I made my way out of the room and back to the lobby, talking to people as I worked my way through the crowd. I was looking for information on male friends, new friends, shopping friends. I was hanging out at the cookie table when I started a conversation with a woman who lived on Stanton Street and was Rose’s neighbor.
“Were you and Rose good friends?” I asked her.
“Truth is, I hardly knew her. I saw her all the time, because I lived right across the street, and my windows looked out at her house. We would say hello when we were both out, but other than that she kept to herself. She was quiet. She mostly went to the Senior Center. The little bus would come pick her up.”
“That bus just picks up and drops off at the Senior Center,” I said. “It must have been hard for Rose to go grocery shopping.”

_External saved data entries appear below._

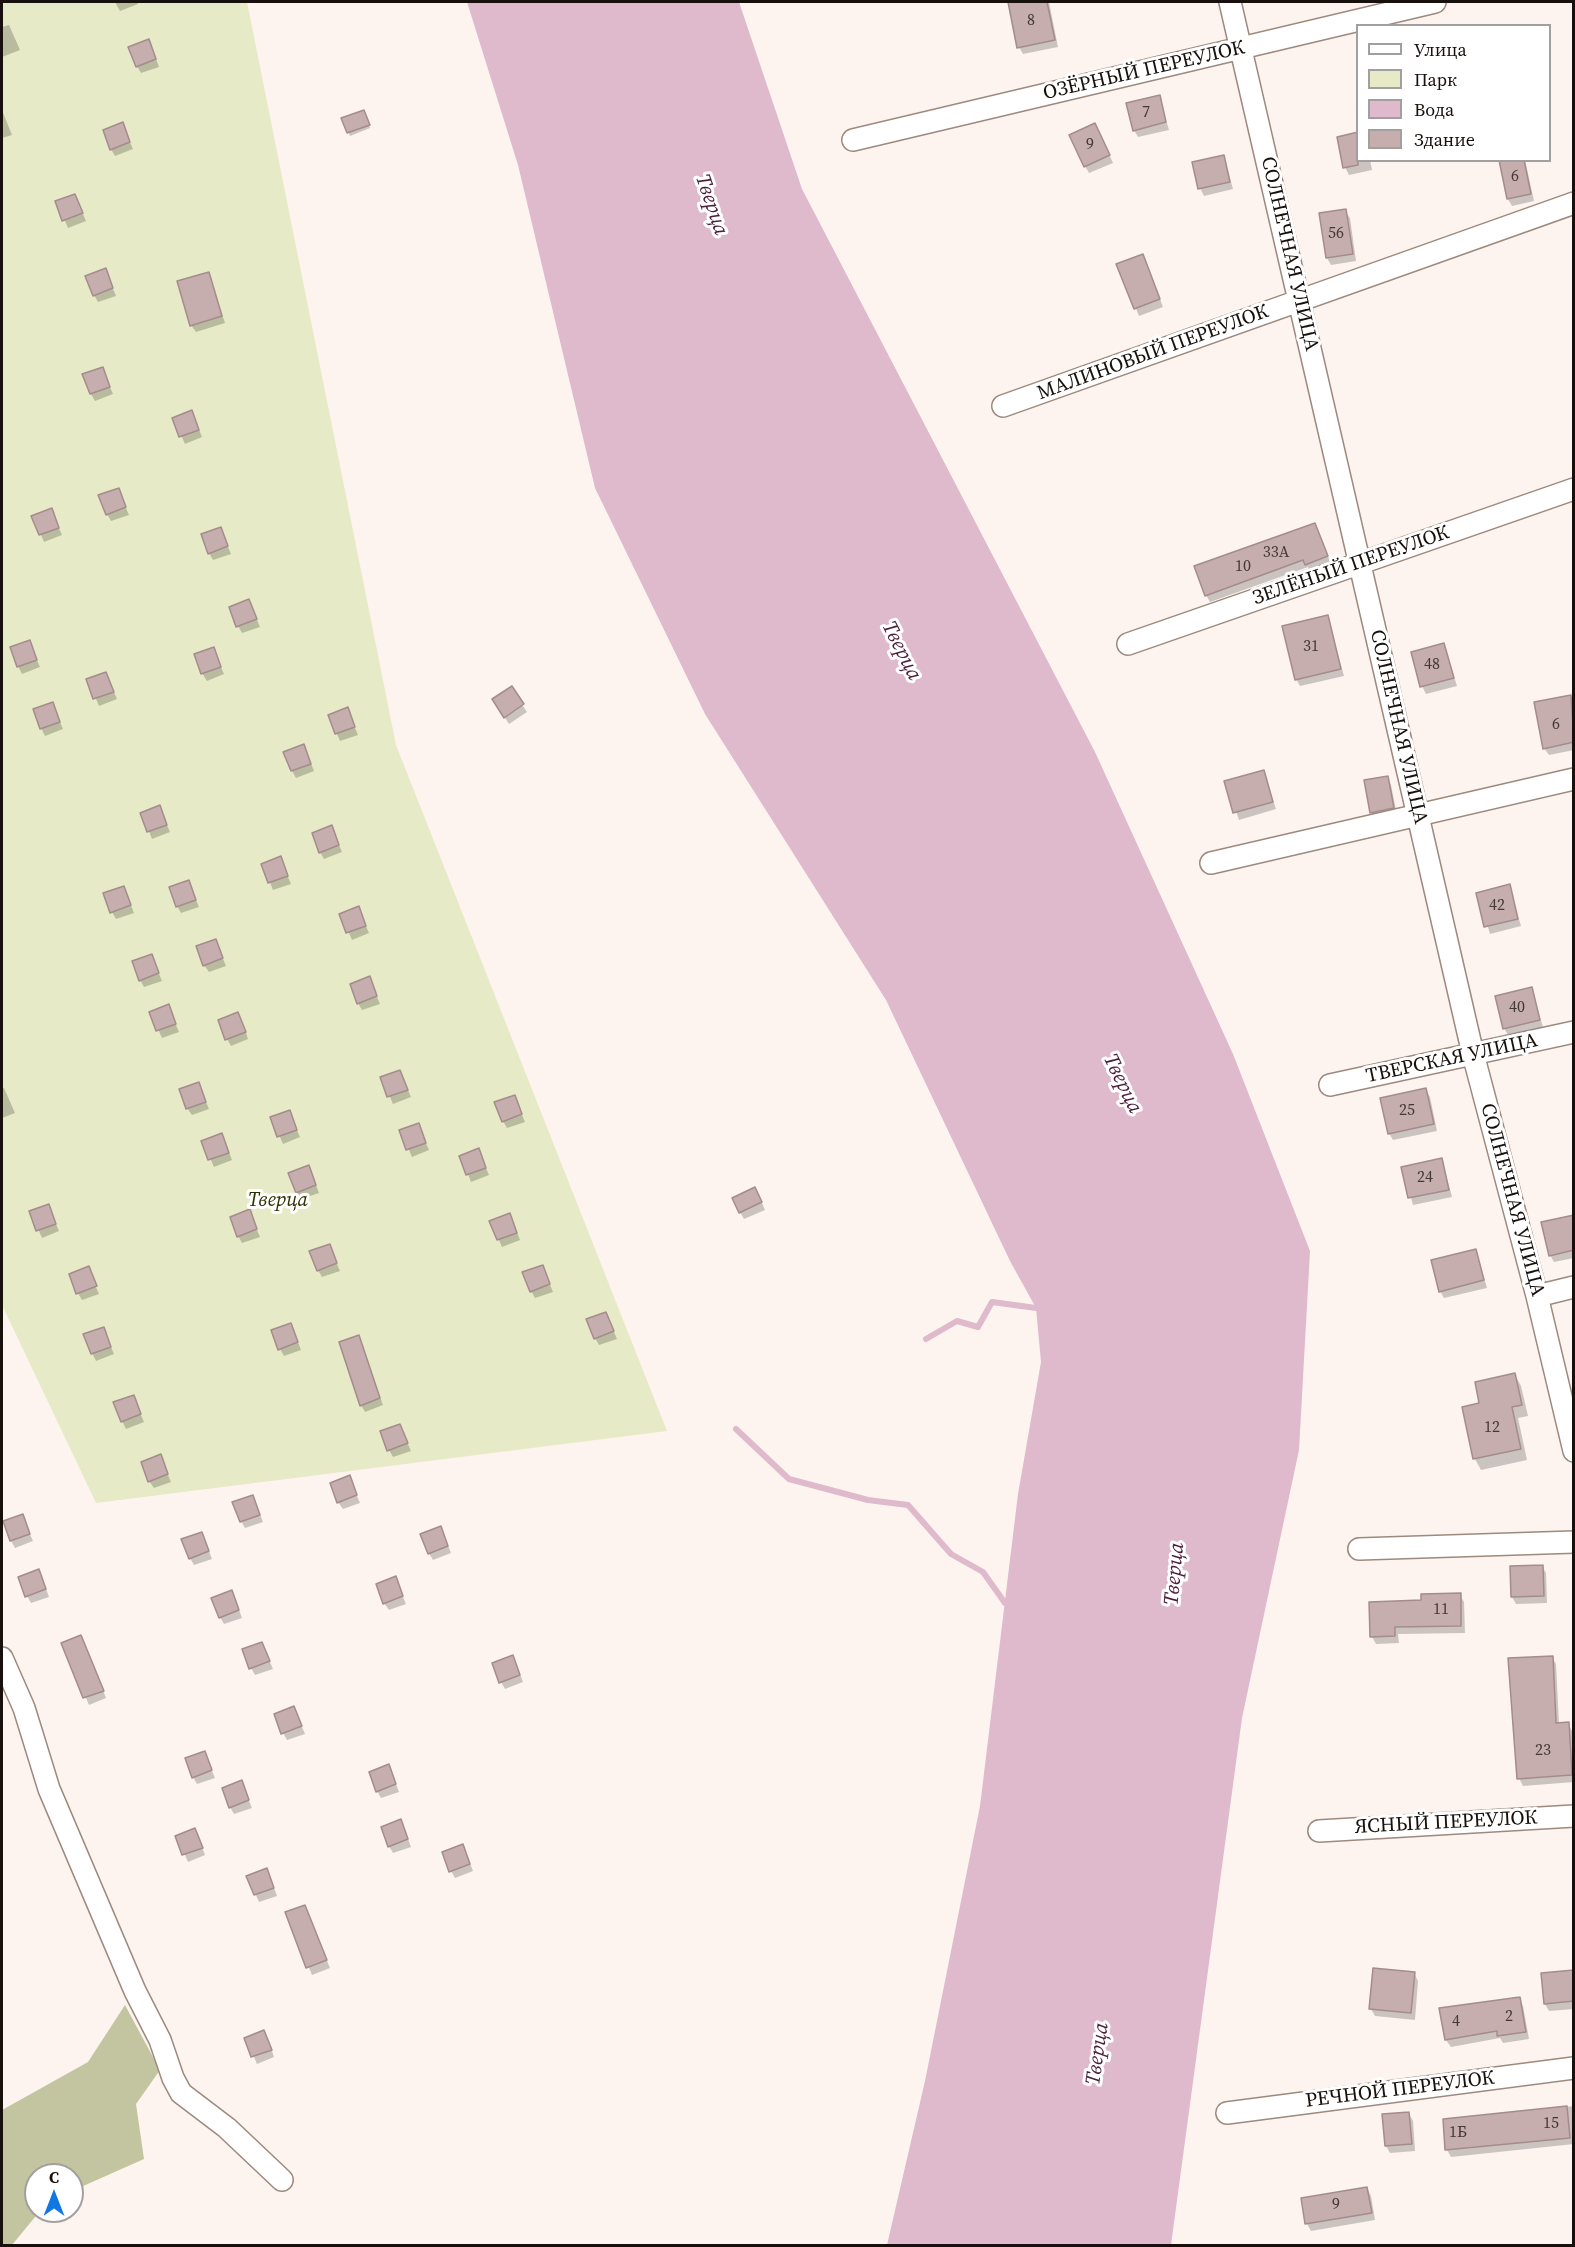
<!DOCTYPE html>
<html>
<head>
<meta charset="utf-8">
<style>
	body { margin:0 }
	#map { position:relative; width:1575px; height:2247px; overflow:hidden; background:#fdf4ef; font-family:"Source Serif 4",serif }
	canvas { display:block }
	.frame { position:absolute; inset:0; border:3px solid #17100c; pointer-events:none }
	.legend { position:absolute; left:1356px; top:24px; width:195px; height:138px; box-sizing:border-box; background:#fff; border:2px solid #a29f9e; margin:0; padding:8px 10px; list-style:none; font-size:18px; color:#17100c }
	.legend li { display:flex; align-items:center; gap:12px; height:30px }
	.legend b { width:30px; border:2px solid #a29f9e }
	.north { position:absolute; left:24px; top:2163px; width:60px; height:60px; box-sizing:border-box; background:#fff; border:2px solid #a29f9e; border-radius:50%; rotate:0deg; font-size:16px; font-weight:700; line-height:24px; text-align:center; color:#17100c }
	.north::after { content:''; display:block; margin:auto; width:21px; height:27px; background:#1078e0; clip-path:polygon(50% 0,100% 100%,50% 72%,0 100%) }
</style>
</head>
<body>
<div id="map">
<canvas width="1575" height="2247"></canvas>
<div class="frame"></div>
<ul class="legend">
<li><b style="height:8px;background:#fff"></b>Улица</li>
<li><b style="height:16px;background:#e7eac6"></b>Парк</li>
<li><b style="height:16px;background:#dfb9cc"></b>Вода</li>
<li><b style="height:16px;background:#c7aeae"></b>Здание</li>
</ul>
<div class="north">С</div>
</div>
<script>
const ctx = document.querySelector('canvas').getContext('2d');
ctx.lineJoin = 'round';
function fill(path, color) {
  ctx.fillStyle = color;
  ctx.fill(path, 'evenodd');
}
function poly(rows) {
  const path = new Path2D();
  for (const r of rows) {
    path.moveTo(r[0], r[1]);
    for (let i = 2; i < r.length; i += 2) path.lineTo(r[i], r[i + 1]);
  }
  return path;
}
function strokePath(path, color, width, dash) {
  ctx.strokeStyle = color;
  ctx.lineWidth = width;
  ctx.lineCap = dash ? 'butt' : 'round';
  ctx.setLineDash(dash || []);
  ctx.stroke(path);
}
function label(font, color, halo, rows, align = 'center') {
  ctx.font = font + ' "Source Serif 4",serif';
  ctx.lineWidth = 6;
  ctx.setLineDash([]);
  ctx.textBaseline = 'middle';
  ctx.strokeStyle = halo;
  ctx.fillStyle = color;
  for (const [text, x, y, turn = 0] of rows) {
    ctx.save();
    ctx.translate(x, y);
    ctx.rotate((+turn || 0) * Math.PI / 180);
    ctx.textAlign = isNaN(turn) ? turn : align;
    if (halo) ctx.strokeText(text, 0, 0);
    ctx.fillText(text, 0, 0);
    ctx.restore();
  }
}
fill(poly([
	[2,2,247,2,396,745,667,1431,96,1503,2,1305]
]), '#e7eac6');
fill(poly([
	[125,2005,160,2070,136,2104,144,2159,72,2191,72,2175,36,2175,36,2211,40,2211,12,2245,2,2245,2,2110,88,2062]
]), '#c3c5a1');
fill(poly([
	[467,2,739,2,802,189,1095,752,1233,1054,1310,1251,1299,1450,1242,1718,1171,2245,887,2245,925,2081,980,1806,1018,1494,1041,1362,1036,1308,1010,1261,886,1000,705,714,595,488,518,165]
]), '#dfb9cc');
fill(poly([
	[115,2,137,2,138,4,120,11],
	[1009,2,1049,2,1058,47,1023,54,1019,47],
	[9,25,20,50,2,57,2,27],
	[152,48,159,67,141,73,137,66],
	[1159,97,1169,130,1138,137,1134,130],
	[2,110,12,135,2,138],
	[365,115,370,128,350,136,343,119],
	[122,124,133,149,115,156,111,149],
	[1099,132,1113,163,1089,173,1085,166],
	[1224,157,1233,189,1204,196,1200,188],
	[1358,160,1370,160,1372,170,1349,175,1345,167],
	[1500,160,1525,160,1534,201,1512,206,1508,199],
	[75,196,86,221,68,228,57,202],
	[1345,211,1350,218,1356,261,1331,265,1327,258],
	[1146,263,1163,307,1139,316,1118,265],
	[105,270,116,296,98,302,94,295],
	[208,273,225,323,196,332,191,325],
	[102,369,113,394,95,401,91,394],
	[192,412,202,437,185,444,174,419],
	[118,489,129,515,111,521,107,514],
	[51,510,62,535,44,542,33,516],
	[220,528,231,554,213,560,209,553],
	[1318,532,1331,564,1310,572,1308,567,1210,602,1206,595],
	[249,601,260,627,242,633,238,626],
	[1327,616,1344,676,1300,686,1296,679],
	[29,642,40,667,22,674,18,666],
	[1444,645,1457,686,1426,694,1422,686],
	[213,649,224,674,207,681,202,673],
	[106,674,117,699,99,706,88,680],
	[511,688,527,712,509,724,498,707],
	[1570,696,1574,702,1574,750,1549,755,1544,748],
	[52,704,63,729,45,736,41,728],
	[347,709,358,735,340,741,329,716],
	[307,753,314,771,296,778,292,771],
	[1263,771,1276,809,1239,820,1226,782],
	[1387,777,1391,785,1397,815,1376,819,1371,812],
	[159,807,170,832,152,839,142,813],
	[331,827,342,852,324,859,320,852],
	[280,858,291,884,273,890,263,865],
	[188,882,199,907,181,913,177,906],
	[1509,886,1521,926,1490,934,1478,894],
	[127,895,134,913,116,919,112,912],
	[358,908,369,933,352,940,341,914],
	[215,940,226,966,209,972,204,965],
	[151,955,162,981,144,987,140,980],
	[369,978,380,1004,362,1010,358,1003],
	[1531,989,1543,1027,1508,1035,1504,1028],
	[170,1011,179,1032,162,1038,151,1013],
	[242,1021,248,1039,231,1046,227,1039],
	[400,1072,411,1097,393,1104,382,1078],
	[198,1083,209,1109,192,1115,187,1108],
	[4,1088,15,1113,2,1118,2,1089],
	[1426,1090,1430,1097,1437,1131,1393,1140,1389,1133],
	[514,1096,525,1122,507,1128,503,1121],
	[289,1112,300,1137,283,1144,272,1118],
	[418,1125,429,1150,412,1157,401,1131],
	[203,1142,225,1142,232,1160,214,1167],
	[478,1150,489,1175,471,1182,461,1156],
	[1442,1160,1452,1197,1413,1205,1403,1168],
	[312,1174,319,1193,301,1199,297,1192],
	[759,1196,765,1210,744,1219,740,1212],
	[48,1206,59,1231,42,1238,31,1212],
	[249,1211,260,1237,242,1243,238,1236],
	[1574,1216,1574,1258,1554,1262,1550,1255],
	[491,1222,513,1222,520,1240,502,1247],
	[329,1245,340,1271,322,1277,318,1270],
	[1476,1250,1487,1288,1444,1298,1440,1291],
	[542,1266,553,1292,535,1298,531,1291],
	[90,1274,99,1294,82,1300,78,1293],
	[606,1313,617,1339,599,1345,595,1338],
	[291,1324,301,1350,284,1356,280,1349],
	[103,1329,114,1354,96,1361,92,1353],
	[358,1337,383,1405,365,1412,361,1405],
	[1515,1375,1521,1386,1528,1416,1518,1418,1527,1460,1481,1470,1475,1459,1464,1408,1481,1404],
	[133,1397,144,1422,126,1429,122,1421],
	[400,1426,411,1451,393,1457,389,1450],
	[160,1456,171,1482,154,1488,149,1481],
	[349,1477,360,1503,343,1509,338,1502],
	[256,1504,263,1522,245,1528,241,1521],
	[22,1516,33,1541,15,1548,11,1541],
	[444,1535,451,1553,433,1560,429,1553],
	[205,1541,212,1559,194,1565,190,1558],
	[1542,1566,1546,1573,1547,1603,1516,1604,1512,1597,1511,1567],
	[42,1578,49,1597,31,1603,27,1596],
	[395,1578,406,1604,389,1610,384,1603],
	[1460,1595,1464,1602,1465,1633,1398,1634,1399,1643,1376,1644,1372,1637,1370,1603,1422,1601],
	[235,1599,242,1618,224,1624,220,1617],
	[262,1643,273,1669,255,1675,251,1668],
	[63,1644,85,1644,106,1698,89,1705],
	[1552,1657,1556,1664,1559,1724,1568,1724,1572,1731,1574,1782,1523,1786,1519,1778],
	[516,1664,523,1682,505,1689,501,1682],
	[294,1708,305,1734,287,1740,283,1733],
	[204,1752,215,1778,197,1784,193,1777],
	[389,1766,399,1792,381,1798,377,1791],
	[241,1782,252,1808,234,1814,230,1807],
	[404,1828,411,1847,393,1853,389,1846],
	[195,1830,205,1855,188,1862,177,1837],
	[466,1853,473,1871,455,1878,451,1871],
	[248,1877,270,1877,277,1896,259,1902],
	[304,1906,330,1968,312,1975,287,1913],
	[1574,1971,1574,2009,1549,2011,1545,2004],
	[1414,1973,1418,1981,1415,2020,1375,2016,1371,2009],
	[1519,1998,1523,2006,1529,2039,1503,2043,1500,2038,1451,2047,1446,2040],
	[246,2039,268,2039,274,2057,257,2064],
	[1574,2106,1574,2144,1451,2157,1447,2150,1444,2120],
	[1409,2114,1413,2121,1415,2151,1390,2153,1386,2146],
	[1367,2188,1371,2196,1375,2220,1311,2231,1307,2224]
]), '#0003');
strokePath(poly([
	[926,1339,957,1321,978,1327,992,1302,1036,1308,1043,1306],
	[736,1429,789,1479,868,1500,908,1505,951,1554,983,1572,1005,1603,1011,1606]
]), '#dfb9cc', 6);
const building = poly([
	[1008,2,1047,2,1055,40,1017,48,1008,2],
	[149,39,156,59,136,67,128,47,149,39],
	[1160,95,1166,122,1133,131,1126,103,1160,95],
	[364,110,370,125,347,133,341,118,364,110],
	[123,122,130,142,110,150,103,130,123,122],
	[1095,123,1110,155,1084,167,1069,135,1095,123],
	[1358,132,1358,165,1343,168,1337,137,1358,132],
	[1224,155,1230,182,1198,189,1192,162,1224,155],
	[1499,160,1524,160,1531,194,1507,199,1499,160],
	[75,194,83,213,62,221,55,201,75,194],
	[1346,209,1353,254,1326,258,1319,213,1346,209],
	[1143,254,1160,299,1134,309,1116,264,1143,254],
	[106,268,113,288,93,296,85,276,106,268],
	[209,272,222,316,190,326,177,281,209,272],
	[103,367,110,387,90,394,82,374,103,367],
	[192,410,199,430,179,437,172,418,192,410],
	[119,488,126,507,106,515,98,495,119,488],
	[52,508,59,528,39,535,31,516,52,508],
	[1315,523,1328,556,1305,565,1303,560,1205,596,1194,566,1315,523],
	[221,527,228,546,208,554,201,534,221,527],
	[249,599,257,619,236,627,229,607,249,599],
	[1328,615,1341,669,1295,680,1282,626,1328,615],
	[30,640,37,660,17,667,10,647,30,640],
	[1444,643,1454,678,1420,687,1411,652,1444,643],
	[214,647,221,667,201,674,194,654,214,647],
	[106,672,114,692,93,699,86,679,106,672],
	[512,686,524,704,504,718,492,699,512,686],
	[1571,695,1574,742,1543,749,1534,702,1571,695],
	[53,702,60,722,40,729,33,709,53,702],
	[348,707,355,727,335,734,328,715,348,707],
	[304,744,311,764,291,771,283,752,304,744],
	[1264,770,1273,802,1233,813,1224,781,1264,770],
	[1388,776,1394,808,1370,813,1364,780,1388,776],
	[160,805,167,825,147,832,140,813,160,805],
	[332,825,339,845,319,853,312,833,332,825],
	[281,856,288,876,268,883,261,864,281,856],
	[189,880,196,900,176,907,169,887,189,880],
	[1510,884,1518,919,1484,927,1476,893,1510,884],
	[124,886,131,905,110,913,103,893,124,886],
	[359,906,366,926,346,933,339,914,359,906],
	[216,939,223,958,203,966,196,946,216,939],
	[152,954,159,973,139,981,132,961,152,954],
	[370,976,377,996,357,1004,350,984,370,976],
	[1532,987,1540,1020,1503,1029,1495,996,1532,987],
	[169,1004,176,1024,156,1031,149,1012,169,1004],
	[238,1012,246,1032,225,1040,218,1020,238,1012],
	[400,1070,408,1090,387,1097,380,1077,400,1070],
	[199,1082,206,1102,186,1109,179,1089,199,1082],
	[1426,1088,1434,1124,1388,1134,1380,1098,1426,1088],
	[515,1095,522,1114,502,1122,494,1102,515,1095],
	[290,1110,297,1130,277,1137,270,1117,290,1110],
	[419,1123,426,1143,406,1150,399,1130,419,1123],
	[222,1133,229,1153,208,1160,201,1141,222,1133],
	[479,1148,486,1168,466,1175,459,1156,479,1148],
	[1442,1158,1449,1190,1408,1198,1401,1167,1442,1158],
	[309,1165,316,1185,296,1193,288,1173,309,1165],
	[755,1187,762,1202,739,1213,732,1198,755,1187],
	[49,1204,56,1224,36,1231,29,1211,49,1204],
	[250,1209,257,1229,237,1237,230,1217,250,1209],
	[510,1213,517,1233,497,1240,489,1221,510,1213],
	[1574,1215,1574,1250,1549,1256,1541,1222,1574,1215],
	[330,1244,337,1263,317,1271,309,1251,330,1244],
	[1476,1249,1484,1280,1439,1292,1431,1260,1476,1249],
	[543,1265,550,1284,530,1292,522,1272,543,1265],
	[89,1266,97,1286,76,1294,69,1274,89,1266],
	[606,1312,614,1331,594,1339,586,1319,606,1312],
	[291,1323,298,1342,278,1350,271,1330,291,1323],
	[104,1327,111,1347,91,1354,83,1334,104,1327],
	[359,1335,380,1398,360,1406,339,1342,359,1335],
	[1515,1373,1522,1405,1512,1407,1521,1449,1473,1459,1462,1407,1479,1403,1475,1382,1515,1373],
	[134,1395,141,1414,121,1422,113,1402,134,1395],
	[400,1424,408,1443,387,1451,380,1431,400,1424],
	[161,1454,168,1474,148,1482,141,1462,161,1454],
	[350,1475,357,1495,337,1503,330,1483,350,1475],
	[253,1495,260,1515,240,1522,232,1502,253,1495],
	[23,1514,30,1534,10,1541,3,1521,23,1514],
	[441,1526,448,1546,428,1554,420,1534,441,1526],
	[202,1532,209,1551,189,1559,181,1539,202,1532],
	[1543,1565,1544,1596,1511,1597,1510,1566,1543,1565],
	[39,1569,46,1589,25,1597,18,1577,39,1569],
	[396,1576,403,1596,383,1604,376,1584,396,1576],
	[232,1590,239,1610,219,1618,211,1598,232,1590],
	[1461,1593,1461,1626,1395,1627,1395,1636,1370,1637,1369,1602,1421,1600,1421,1594,1461,1593],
	[81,1635,104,1691,83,1698,61,1643,81,1635],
	[262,1642,270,1661,249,1669,242,1649,262,1642],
	[513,1655,520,1675,499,1683,492,1663,513,1655],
	[1553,1656,1556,1723,1569,1722,1572,1775,1517,1779,1508,1658,1553,1656],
	[294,1706,302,1726,281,1734,274,1714,294,1706],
	[205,1751,212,1770,192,1778,185,1758,205,1751],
	[389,1764,396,1784,376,1792,369,1772,389,1764],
	[242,1780,249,1800,229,1808,222,1788,242,1780],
	[401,1819,408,1839,388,1847,381,1827,401,1819],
	[195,1828,203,1848,182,1855,175,1836,195,1828],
	[463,1844,470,1864,449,1872,442,1852,463,1844],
	[267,1868,274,1888,254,1895,246,1876,267,1868],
	[305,1905,327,1960,306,1968,285,1912,305,1905],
	[1373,1968,1415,1972,1411,2013,1369,2009,1373,1968],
	[1574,1970,1574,2001,1544,2004,1541,1973,1574,1970],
	[1520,1997,1526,2032,1497,2036,1497,2031,1445,2040,1439,2008,1520,1997],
	[264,2030,272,2050,251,2057,244,2038,264,2030],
	[1567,2106,1570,2138,1445,2150,1443,2119,1567,2106],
	[1409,2112,1412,2144,1385,2146,1382,2114,1409,2112],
	[1367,2187,1372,2213,1305,2224,1301,2198,1367,2187]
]);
fill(building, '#c7aeae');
strokePath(building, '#a48c8c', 1.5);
const minor = poly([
	[1230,2,1473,1054,1537,1296,1574,1451],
	[853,140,1435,2],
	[1003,406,1574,203],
	[1128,644,1574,489],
	[1211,863,1574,779],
	[1330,1085,1574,1032],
	[1537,1296,1574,1287],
	[1359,1549,1574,1542],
	[2,1658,24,1708,49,1789,135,1991,160,2040,173,2078,181,2093,227,2128,282,2180],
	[1319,1831,1574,1816],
	[1227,2113,1574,2068]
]);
strokePath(minor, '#9d897e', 24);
strokePath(minor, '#fff', 21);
label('16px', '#433834', null, [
	["8",1031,21],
	["7",1146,113],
	["9",1090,145],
	["6",1515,177],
	["56",1336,234],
	["33А",1276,553],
	["10",1243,567],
	["31",1311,647],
	["48",1432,665],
	["6",1556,725],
	["42",1497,906],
	["40",1517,1008],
	["25",1407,1111],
	["24",1425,1178],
	["12",1492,1428],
	["11",1441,1610],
	["23",1543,1751],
	["2",1509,2017],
	["4",1456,2022],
	["15",1551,2124],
	["1Б",1458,2133],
	["9",1336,2205]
]);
label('20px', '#17100c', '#fff', [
	["ОЗЁРНЫЙ ПЕРЕУЛОК",1144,71,-13],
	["СОЛНЕЧНАЯ УЛИЦА",1289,254,77],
	["МАЛИНОВЫЙ ПЕРЕУЛОК",1153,353,-20],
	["ЗЕЛЁНЫЙ ПЕРЕУЛОК",1351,566,-19],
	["СОЛНЕЧНАЯ УЛИЦА",1398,727,77],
	["ТВЕРСКАЯ УЛИЦА",1452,1059,-12],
	["СОЛНЕЧНАЯ УЛИЦА",1512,1200,75],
	["ЯСНЫЙ ПЕРЕУЛОК",1446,1823,-3],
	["РЕЧНОЙ ПЕРЕУЛОК",1400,2090,-7]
]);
label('italic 20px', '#2f3002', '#fff', [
	["Тверца",278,1201]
]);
label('italic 21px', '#4d1e39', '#fff', [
	["Тверца",711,205,71],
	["Тверца",901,651,63],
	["Тверца",1122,1084,64],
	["Тверца",1175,1574,-85],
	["Тверца",1098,2054,-82]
]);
</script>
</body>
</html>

“Her daughter used to take her shopping every Saturday, but then a couple weeks before she was murdered there was a different car. I imagine it was some other relative.”
“Was it an SUV?”
“No. It was a regular car. Gray. It looked like a man driving, so it might have been the son-in-law. I didn’t know him.”
“Are there any other neighbors here?”
The woman looked around. “I haven’t seen any. It’s hard to see anybody in this mob.”
At eight-thirty I started maneuvering myself back into the viewing room. The tide was already turning and people were beginning to move out. I joined the line filing past the deceased, managing to get up to the casket just as the lights dimmed. I murmured the standard polite condolences and told Rose’s family I was part of the team investigating the murders.